Near-infrared photovoltaic gating enables polarity-reconfigurable WSe2 phototransistors for in-sensor computing
Abstract
Neuromorphic in-sensor computing requires scalable, energy-efficient optoelectronic devices with reconfigurable functionality, yet most retinomorphic platforms rely on complex van der Waals stacking and remain largely restricted to the visible spectrum. Here we demonstrate a simple substrate-engineered near-infrared (NIR) reconfigurable phototransistor by integrating an ambipolar few-layer WSe2 channel with a Si PN junction substrate through a 10-nm HfO2 dielectric. Under 980-nm illumination, the Si PN junction generates a photovoltaic potential that is capacitively coupled to the WSe2 channel as an effective photogating voltage, inducing a pronounced threshold-voltage shift and enabling gate-programmable switching between negative (NPC) and positive photoconductance (PPC).
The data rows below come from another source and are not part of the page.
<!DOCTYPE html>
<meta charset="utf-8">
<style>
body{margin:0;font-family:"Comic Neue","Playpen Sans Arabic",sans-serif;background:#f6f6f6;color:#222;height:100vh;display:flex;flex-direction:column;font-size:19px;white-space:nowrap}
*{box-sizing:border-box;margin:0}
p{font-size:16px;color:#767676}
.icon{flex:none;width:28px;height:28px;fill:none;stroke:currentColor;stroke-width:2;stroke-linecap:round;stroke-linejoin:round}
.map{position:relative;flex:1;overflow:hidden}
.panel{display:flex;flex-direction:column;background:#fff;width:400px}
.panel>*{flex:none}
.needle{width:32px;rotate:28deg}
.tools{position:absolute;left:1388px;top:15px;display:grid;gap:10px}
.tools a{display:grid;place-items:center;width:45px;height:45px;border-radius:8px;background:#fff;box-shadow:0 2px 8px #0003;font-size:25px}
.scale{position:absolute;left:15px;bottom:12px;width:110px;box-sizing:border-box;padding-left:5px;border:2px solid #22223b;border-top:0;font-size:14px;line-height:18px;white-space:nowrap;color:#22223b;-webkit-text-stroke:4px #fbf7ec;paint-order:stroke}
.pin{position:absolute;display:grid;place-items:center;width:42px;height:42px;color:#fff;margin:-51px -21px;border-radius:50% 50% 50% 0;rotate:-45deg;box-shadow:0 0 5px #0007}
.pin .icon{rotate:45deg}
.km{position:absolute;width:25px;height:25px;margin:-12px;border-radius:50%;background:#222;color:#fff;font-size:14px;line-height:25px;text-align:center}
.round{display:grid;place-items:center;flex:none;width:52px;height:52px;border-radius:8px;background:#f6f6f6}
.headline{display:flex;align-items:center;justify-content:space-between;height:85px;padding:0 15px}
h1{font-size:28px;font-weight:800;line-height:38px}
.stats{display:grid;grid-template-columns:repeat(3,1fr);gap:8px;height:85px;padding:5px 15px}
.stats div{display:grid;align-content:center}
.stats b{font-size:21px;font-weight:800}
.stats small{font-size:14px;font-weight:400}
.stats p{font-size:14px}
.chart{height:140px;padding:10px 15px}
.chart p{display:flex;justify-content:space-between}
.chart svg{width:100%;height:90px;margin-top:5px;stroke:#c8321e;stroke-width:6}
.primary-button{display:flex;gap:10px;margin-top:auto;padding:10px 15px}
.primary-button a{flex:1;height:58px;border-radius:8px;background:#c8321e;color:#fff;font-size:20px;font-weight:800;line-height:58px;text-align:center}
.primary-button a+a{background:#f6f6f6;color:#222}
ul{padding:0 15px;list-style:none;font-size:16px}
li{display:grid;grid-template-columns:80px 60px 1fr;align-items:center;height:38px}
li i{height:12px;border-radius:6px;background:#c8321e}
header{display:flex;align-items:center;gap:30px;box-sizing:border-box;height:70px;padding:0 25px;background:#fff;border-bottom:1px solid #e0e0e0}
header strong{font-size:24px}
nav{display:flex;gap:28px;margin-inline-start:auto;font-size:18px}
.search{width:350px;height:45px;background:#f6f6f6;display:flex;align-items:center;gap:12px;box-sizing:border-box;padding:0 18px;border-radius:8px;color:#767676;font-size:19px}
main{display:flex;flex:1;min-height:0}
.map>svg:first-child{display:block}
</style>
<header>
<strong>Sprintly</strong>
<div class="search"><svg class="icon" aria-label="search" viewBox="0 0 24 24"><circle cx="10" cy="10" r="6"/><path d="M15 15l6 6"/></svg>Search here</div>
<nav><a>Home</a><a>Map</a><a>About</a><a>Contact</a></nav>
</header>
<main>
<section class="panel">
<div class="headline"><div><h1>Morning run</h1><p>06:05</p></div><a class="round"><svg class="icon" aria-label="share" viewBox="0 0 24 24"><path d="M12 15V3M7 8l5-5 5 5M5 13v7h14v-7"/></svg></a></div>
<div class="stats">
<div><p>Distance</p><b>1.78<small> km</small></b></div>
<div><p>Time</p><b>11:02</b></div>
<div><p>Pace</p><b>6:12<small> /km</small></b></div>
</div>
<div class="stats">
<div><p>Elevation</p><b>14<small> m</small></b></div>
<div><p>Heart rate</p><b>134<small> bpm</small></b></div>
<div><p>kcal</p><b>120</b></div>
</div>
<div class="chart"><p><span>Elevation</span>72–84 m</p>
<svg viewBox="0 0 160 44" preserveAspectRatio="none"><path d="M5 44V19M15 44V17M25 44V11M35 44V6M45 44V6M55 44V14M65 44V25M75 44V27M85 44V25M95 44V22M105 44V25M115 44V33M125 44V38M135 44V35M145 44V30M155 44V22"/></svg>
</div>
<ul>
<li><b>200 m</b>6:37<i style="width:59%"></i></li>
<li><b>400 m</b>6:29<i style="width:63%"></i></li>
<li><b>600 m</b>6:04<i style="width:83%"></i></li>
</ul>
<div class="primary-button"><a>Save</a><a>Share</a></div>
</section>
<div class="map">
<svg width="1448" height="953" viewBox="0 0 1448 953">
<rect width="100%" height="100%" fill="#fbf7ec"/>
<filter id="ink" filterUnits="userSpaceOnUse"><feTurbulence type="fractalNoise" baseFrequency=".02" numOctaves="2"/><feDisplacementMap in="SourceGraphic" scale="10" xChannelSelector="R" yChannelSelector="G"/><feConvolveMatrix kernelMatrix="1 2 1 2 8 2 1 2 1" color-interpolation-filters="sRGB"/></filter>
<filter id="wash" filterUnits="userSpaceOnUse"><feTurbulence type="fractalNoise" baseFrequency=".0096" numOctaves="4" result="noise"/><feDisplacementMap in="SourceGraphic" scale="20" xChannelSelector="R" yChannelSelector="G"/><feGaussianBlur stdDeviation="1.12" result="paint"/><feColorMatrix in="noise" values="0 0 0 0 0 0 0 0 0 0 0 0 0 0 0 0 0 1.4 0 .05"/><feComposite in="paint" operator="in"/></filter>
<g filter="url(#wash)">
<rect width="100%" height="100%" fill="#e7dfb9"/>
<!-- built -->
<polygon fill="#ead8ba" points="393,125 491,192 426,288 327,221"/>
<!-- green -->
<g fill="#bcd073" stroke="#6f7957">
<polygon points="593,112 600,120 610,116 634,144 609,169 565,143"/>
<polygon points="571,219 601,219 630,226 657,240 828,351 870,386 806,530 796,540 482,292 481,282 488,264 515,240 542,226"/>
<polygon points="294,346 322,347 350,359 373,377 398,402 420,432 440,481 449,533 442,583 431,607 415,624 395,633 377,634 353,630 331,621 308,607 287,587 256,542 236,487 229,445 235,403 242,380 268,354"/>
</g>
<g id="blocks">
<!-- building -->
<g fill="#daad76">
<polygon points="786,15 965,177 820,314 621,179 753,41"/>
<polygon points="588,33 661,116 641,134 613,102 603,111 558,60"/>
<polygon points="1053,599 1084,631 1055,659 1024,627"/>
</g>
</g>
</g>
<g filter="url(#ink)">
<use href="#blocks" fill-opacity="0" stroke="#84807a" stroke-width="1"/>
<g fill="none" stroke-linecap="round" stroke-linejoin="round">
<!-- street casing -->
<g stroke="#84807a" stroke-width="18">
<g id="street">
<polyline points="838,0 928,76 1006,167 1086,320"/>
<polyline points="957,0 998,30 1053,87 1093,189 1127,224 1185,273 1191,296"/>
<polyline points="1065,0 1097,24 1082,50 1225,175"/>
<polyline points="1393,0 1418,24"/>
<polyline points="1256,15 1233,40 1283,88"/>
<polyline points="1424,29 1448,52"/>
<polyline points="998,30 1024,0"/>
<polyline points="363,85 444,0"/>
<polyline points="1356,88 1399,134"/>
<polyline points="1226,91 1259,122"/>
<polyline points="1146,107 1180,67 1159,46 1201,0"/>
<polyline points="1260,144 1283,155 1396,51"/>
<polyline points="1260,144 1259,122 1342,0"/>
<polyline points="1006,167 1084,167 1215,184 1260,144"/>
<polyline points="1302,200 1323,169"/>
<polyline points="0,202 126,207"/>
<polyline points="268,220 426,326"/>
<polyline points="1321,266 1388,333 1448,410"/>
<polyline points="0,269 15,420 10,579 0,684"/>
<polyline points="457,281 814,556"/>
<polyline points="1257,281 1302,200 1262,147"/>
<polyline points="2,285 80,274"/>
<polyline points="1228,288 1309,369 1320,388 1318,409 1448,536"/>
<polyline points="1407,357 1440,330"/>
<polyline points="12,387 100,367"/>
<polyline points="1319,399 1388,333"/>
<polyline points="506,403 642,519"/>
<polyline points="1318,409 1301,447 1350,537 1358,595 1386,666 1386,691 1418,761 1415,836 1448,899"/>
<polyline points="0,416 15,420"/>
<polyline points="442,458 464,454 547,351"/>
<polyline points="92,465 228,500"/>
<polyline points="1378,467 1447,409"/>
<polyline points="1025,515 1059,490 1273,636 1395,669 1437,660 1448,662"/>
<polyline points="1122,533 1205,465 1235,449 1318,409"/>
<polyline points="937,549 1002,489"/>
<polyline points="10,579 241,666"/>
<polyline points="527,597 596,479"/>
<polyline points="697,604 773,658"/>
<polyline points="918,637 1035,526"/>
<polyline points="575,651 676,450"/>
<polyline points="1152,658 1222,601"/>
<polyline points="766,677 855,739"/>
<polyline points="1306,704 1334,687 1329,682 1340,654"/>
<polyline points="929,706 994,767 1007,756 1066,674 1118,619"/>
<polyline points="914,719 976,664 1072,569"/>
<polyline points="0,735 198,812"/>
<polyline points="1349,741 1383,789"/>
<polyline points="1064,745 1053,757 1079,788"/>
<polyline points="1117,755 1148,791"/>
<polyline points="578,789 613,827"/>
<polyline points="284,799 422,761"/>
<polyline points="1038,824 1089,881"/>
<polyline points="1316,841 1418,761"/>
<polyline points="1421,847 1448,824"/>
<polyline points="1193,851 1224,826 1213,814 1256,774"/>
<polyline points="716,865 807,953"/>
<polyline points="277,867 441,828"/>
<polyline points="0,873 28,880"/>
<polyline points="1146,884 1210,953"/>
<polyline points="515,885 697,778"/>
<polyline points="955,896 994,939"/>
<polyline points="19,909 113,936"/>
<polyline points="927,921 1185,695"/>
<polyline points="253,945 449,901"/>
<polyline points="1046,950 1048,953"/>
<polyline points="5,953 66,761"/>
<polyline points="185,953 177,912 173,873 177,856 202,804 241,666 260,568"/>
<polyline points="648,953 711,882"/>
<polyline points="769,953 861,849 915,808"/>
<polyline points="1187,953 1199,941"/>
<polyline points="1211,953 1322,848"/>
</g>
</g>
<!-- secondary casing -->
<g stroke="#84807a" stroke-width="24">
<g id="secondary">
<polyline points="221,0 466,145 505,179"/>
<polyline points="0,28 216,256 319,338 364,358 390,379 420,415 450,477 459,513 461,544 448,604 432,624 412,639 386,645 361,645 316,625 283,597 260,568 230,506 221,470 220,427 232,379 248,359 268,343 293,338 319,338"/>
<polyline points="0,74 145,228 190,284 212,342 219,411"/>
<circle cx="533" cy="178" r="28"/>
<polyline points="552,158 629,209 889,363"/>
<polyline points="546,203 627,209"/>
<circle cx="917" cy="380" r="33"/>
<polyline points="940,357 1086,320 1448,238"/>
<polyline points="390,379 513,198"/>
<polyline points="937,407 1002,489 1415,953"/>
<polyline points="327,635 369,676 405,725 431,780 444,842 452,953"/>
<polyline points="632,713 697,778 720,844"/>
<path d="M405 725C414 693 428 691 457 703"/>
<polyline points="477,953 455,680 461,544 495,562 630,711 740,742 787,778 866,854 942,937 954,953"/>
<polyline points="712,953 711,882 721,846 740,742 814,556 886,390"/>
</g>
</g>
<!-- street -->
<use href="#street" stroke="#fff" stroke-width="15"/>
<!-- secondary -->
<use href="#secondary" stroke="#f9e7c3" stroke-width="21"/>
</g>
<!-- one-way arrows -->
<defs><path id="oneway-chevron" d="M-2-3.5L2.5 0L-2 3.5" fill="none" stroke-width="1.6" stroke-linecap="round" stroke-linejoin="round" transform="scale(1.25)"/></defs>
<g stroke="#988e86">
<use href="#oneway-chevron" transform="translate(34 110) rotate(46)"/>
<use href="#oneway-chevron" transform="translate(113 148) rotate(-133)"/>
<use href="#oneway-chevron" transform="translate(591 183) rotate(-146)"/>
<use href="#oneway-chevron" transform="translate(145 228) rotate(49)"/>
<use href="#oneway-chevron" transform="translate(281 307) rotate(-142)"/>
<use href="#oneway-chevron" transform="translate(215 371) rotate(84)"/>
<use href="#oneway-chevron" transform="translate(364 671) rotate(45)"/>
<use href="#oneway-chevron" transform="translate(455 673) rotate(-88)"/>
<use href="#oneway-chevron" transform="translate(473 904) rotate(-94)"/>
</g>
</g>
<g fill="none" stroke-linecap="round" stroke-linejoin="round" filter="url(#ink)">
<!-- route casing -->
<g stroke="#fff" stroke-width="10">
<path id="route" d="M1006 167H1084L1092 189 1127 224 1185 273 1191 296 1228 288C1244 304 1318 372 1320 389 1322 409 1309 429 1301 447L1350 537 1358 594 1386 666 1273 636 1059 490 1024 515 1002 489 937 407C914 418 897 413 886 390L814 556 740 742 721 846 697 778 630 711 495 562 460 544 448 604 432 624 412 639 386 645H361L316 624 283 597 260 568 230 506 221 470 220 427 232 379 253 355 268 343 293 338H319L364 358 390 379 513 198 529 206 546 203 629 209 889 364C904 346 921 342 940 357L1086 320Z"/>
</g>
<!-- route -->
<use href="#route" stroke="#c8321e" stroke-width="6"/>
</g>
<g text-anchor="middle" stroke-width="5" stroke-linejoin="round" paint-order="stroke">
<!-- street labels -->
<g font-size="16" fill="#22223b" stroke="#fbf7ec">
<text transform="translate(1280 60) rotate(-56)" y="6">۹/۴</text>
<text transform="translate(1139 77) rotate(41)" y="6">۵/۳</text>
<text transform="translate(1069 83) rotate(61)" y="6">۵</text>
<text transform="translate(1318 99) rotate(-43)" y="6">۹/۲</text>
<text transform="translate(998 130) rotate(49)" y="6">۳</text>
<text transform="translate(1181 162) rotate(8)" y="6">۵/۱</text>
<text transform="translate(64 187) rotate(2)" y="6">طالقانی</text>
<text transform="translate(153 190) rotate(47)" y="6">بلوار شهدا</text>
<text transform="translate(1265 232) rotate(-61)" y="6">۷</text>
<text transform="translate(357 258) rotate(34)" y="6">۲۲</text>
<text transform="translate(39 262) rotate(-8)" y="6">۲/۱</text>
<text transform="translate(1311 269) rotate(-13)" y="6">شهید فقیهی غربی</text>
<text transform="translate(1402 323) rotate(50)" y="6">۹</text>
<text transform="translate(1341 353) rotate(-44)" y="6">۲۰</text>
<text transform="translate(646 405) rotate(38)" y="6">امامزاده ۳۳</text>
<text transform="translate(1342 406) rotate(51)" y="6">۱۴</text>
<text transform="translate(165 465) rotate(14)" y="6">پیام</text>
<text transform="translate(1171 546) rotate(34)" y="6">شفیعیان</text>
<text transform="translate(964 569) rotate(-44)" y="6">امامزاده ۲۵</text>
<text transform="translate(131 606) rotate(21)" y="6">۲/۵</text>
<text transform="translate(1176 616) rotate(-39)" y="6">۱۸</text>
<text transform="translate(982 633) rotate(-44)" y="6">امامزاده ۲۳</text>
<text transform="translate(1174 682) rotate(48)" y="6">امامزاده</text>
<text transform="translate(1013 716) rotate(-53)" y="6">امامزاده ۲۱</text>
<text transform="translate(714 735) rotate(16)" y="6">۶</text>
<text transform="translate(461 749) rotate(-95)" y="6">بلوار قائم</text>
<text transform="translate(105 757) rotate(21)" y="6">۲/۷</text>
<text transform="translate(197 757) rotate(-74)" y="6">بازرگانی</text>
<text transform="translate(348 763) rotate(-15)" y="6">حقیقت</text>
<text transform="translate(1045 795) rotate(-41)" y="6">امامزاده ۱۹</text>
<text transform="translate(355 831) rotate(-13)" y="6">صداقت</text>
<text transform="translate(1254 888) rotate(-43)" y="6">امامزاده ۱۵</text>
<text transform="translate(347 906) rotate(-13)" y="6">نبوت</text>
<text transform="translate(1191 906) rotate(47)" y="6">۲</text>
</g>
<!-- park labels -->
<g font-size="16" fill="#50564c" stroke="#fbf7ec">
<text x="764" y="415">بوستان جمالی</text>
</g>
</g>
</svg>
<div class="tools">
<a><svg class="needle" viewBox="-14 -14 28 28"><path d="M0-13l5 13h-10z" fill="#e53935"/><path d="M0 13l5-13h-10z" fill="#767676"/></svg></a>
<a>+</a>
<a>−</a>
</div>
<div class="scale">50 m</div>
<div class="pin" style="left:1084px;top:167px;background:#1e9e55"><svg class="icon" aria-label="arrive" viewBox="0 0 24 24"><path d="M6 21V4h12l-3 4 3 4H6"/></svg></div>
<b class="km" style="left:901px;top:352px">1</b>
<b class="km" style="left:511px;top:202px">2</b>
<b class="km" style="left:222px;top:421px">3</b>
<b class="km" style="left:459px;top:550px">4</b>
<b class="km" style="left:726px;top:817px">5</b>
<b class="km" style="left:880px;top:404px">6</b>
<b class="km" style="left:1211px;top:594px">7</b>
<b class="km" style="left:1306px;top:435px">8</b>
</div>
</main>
The device achieves responsivities of 62.3 A W-1 (PPC) and −14.5 A W-1 (NPC), microsecond-level response times, and 13 distinguishable programmable states. By mapping PPC, NPC and zero photoconductance (ZPC) states to positive, negative and zero convolution weights, the device enables in-sensor convolution for image preprocessing such as edge extraction, offering a scalable route toward NIR-capable neuromorphic vision hardware.